§ Task item
Throughout the records below, find each line holding "agra" and copy it.

──────── Source material ────────

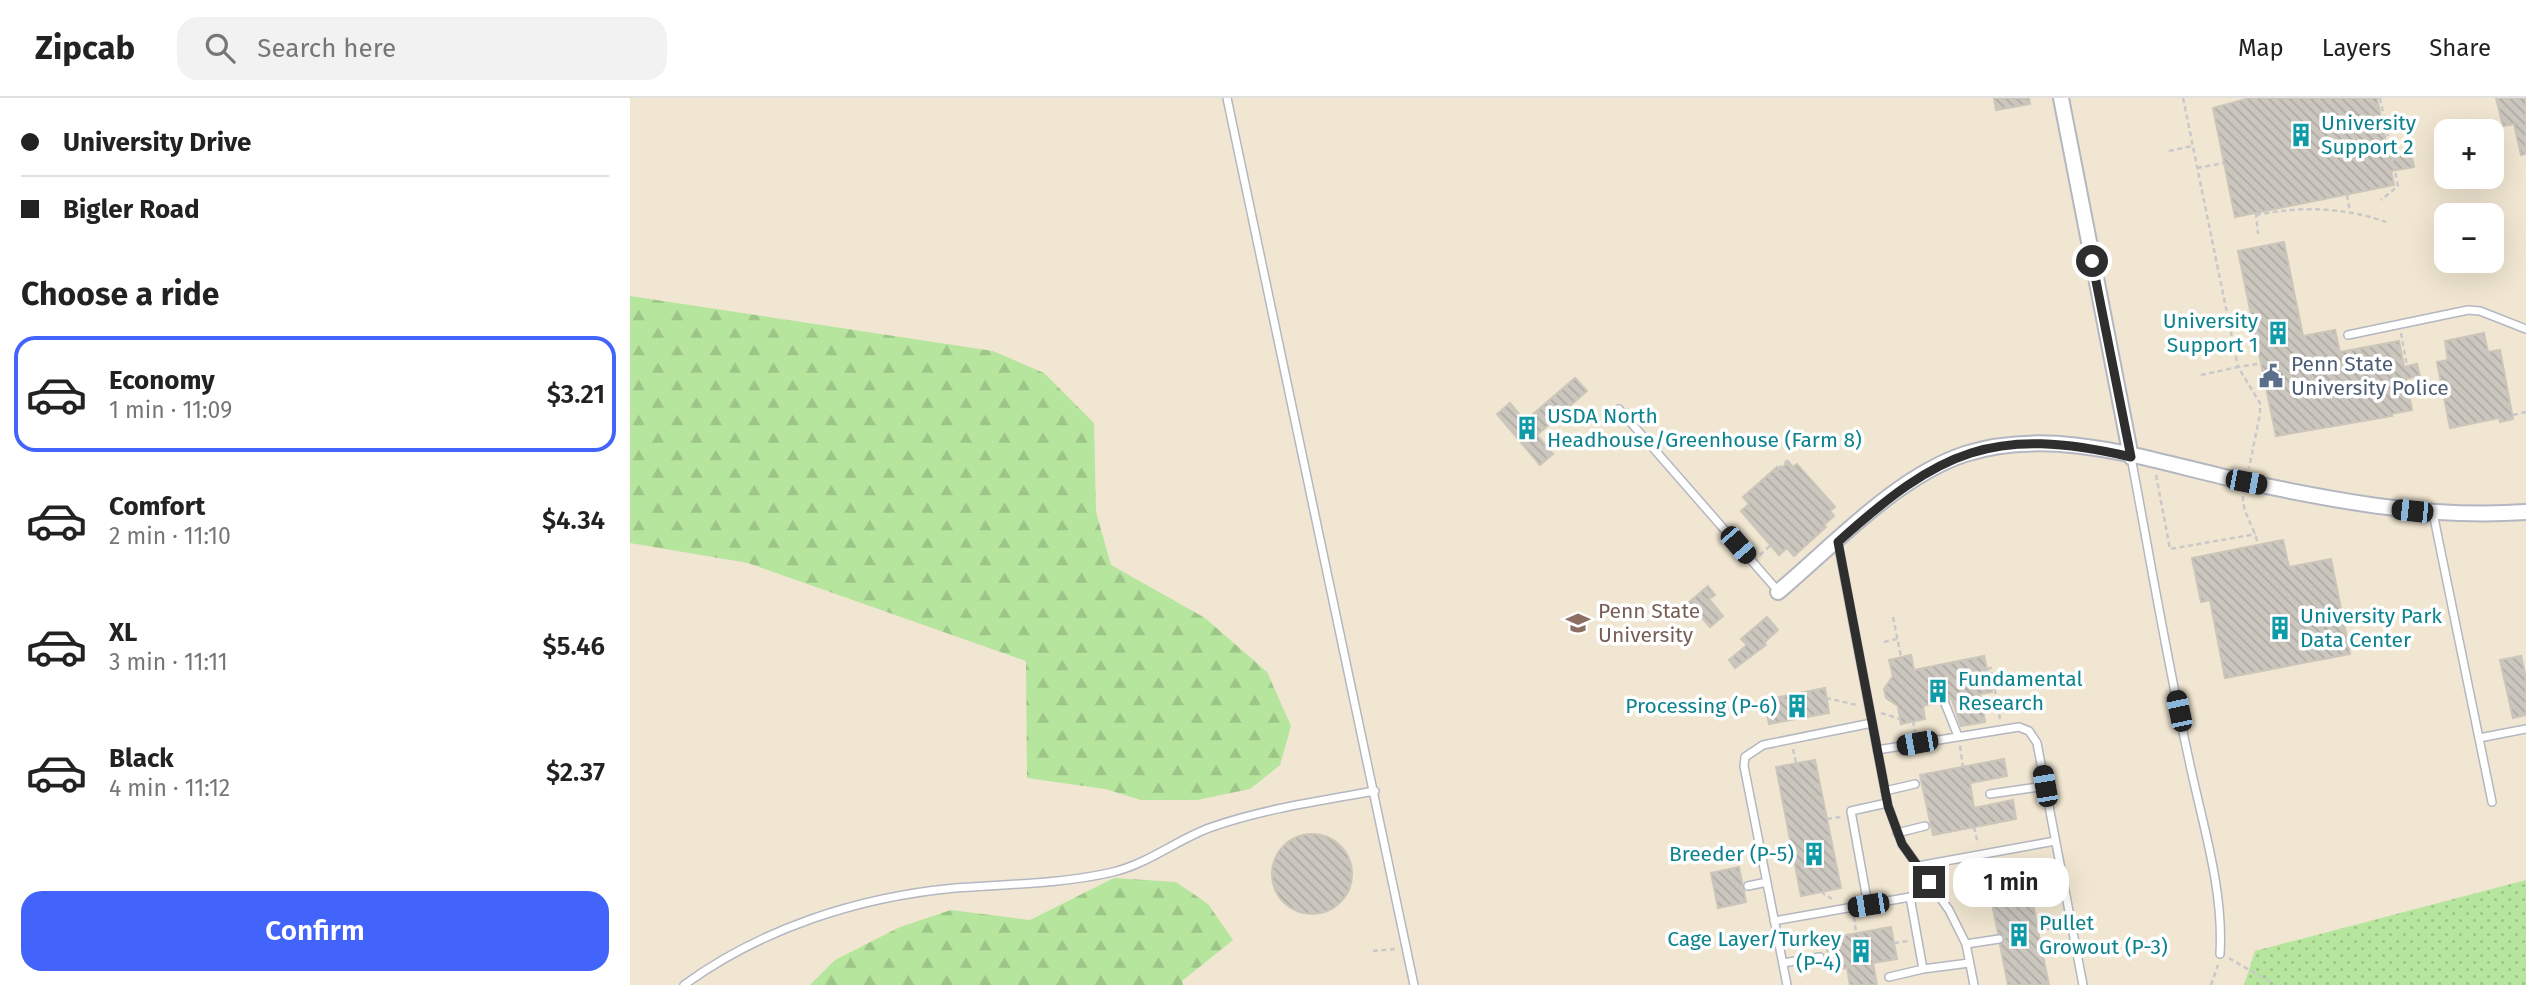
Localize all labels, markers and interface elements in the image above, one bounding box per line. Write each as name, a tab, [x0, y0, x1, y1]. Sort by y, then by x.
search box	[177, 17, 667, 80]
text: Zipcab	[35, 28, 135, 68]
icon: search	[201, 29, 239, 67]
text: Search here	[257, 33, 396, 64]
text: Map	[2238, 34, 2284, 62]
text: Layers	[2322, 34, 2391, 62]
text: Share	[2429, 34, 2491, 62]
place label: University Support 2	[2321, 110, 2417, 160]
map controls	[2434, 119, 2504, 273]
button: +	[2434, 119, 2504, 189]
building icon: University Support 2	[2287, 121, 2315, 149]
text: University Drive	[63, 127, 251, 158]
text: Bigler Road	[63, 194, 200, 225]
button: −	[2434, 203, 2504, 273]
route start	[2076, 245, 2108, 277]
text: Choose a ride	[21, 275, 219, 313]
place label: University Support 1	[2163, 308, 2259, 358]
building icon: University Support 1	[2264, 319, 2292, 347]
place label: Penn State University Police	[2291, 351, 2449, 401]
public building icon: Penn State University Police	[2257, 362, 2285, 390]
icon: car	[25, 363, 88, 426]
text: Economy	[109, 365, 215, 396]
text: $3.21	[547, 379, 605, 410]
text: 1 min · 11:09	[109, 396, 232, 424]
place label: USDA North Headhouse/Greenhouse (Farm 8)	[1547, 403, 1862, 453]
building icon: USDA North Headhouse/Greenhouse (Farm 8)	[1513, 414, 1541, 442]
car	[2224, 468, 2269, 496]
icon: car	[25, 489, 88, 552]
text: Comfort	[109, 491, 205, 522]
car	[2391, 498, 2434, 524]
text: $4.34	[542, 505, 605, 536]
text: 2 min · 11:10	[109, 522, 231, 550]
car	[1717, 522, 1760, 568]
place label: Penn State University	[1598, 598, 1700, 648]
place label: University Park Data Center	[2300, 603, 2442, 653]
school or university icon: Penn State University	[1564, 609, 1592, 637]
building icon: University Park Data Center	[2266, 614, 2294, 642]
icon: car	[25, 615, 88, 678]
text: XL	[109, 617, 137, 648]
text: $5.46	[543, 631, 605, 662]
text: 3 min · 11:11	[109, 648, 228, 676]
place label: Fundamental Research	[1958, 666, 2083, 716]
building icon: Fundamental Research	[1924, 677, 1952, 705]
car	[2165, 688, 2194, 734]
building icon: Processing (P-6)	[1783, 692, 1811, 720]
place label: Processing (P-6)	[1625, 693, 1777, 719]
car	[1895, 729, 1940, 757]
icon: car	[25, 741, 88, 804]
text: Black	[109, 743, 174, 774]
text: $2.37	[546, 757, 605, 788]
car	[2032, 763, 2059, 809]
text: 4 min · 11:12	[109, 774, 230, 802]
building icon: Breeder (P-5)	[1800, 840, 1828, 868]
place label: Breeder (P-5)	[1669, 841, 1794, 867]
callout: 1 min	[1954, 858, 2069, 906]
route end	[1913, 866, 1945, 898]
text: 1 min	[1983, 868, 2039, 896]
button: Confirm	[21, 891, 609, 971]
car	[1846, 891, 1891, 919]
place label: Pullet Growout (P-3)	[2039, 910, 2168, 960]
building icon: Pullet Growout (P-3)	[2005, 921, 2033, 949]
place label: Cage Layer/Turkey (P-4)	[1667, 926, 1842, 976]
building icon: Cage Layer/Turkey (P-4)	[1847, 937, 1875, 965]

────────
──────── Source material ────────

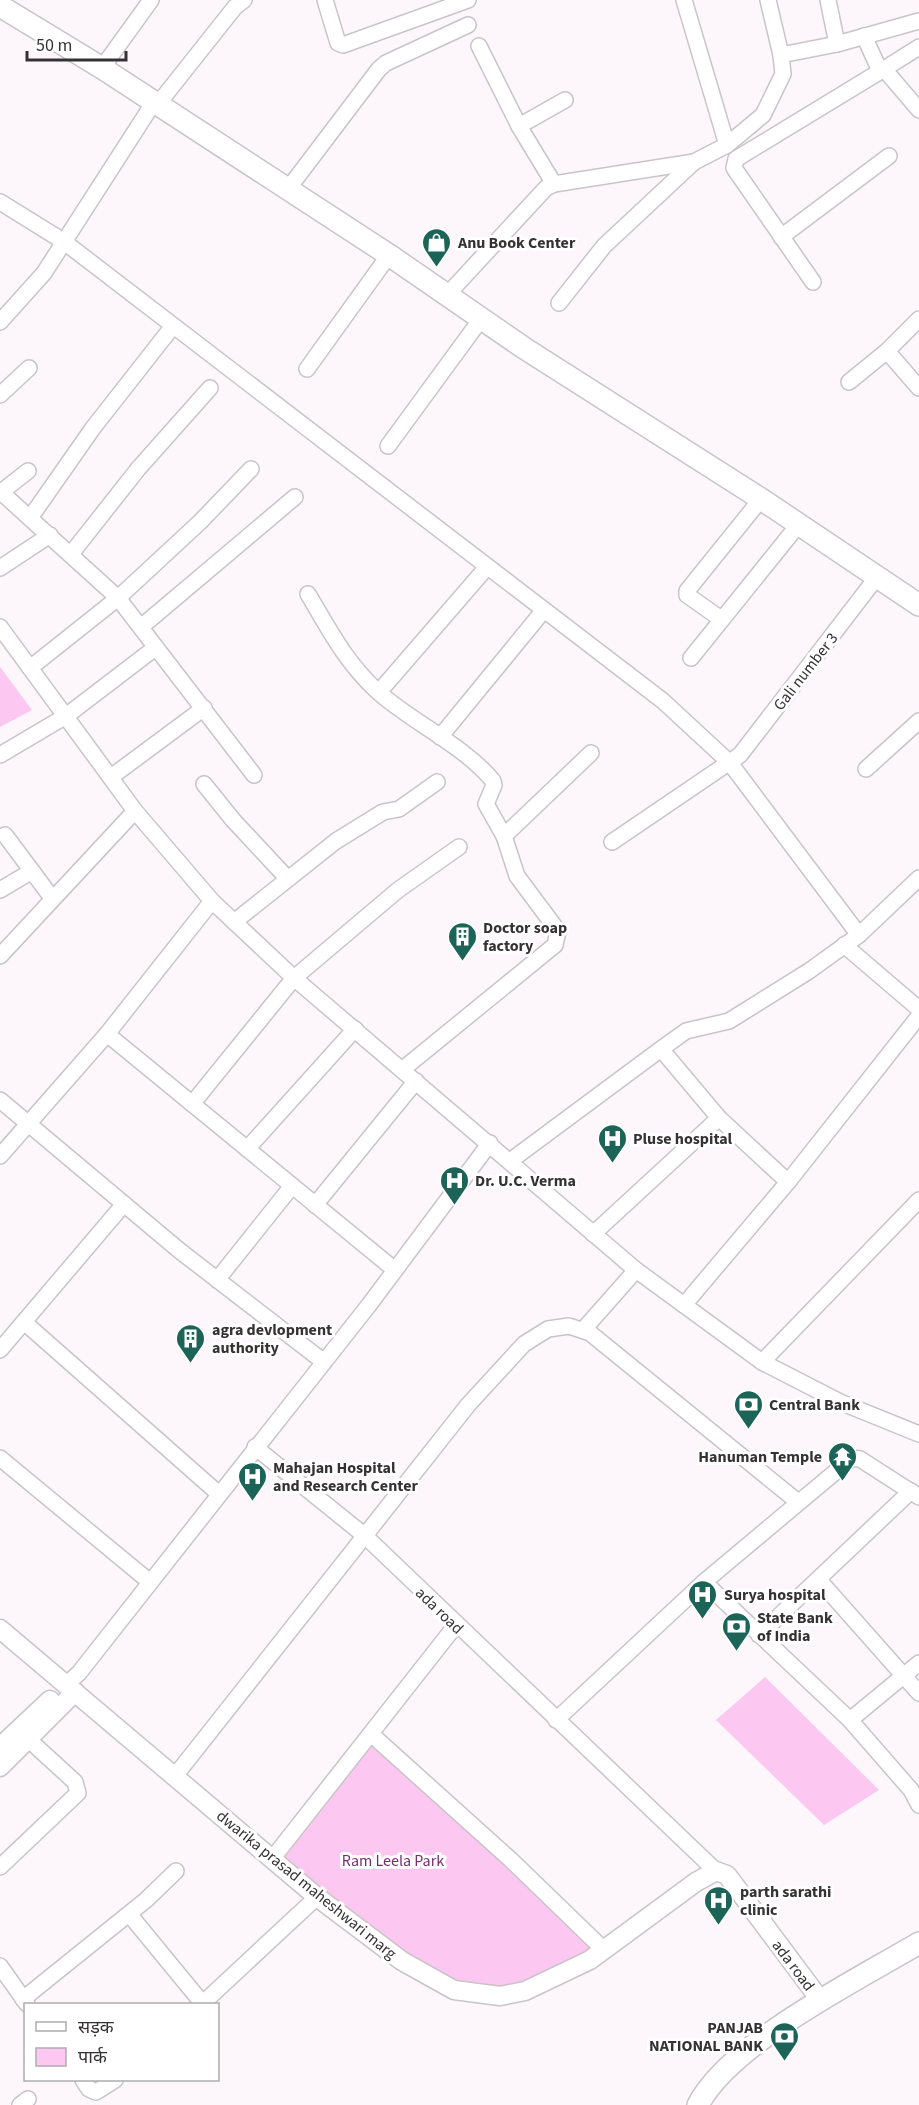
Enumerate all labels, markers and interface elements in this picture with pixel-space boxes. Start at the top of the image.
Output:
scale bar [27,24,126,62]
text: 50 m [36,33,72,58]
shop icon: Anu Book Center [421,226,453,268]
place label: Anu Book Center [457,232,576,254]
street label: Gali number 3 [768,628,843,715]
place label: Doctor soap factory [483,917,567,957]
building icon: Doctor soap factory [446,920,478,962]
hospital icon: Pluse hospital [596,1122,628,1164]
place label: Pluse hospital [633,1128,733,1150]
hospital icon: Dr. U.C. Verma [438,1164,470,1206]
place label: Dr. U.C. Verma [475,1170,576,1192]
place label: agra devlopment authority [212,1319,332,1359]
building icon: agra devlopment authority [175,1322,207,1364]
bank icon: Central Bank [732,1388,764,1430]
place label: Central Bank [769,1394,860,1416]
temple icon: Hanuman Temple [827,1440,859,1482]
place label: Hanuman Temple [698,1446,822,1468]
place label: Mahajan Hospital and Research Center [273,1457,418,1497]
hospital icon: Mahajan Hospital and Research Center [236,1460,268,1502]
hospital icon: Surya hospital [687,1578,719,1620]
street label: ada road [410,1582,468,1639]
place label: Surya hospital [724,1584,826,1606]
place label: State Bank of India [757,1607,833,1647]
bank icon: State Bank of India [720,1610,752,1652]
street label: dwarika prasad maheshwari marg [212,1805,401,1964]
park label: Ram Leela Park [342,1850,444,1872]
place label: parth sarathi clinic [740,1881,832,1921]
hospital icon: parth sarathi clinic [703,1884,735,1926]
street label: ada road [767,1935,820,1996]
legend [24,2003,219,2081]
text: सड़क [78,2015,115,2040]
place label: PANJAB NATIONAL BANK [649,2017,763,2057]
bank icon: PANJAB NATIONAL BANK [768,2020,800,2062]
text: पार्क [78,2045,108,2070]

────────

§ Written solution
place label: agra devlopment authority [212,1319,332,1359]
building icon: agra devlopment authority [175,1322,207,1364]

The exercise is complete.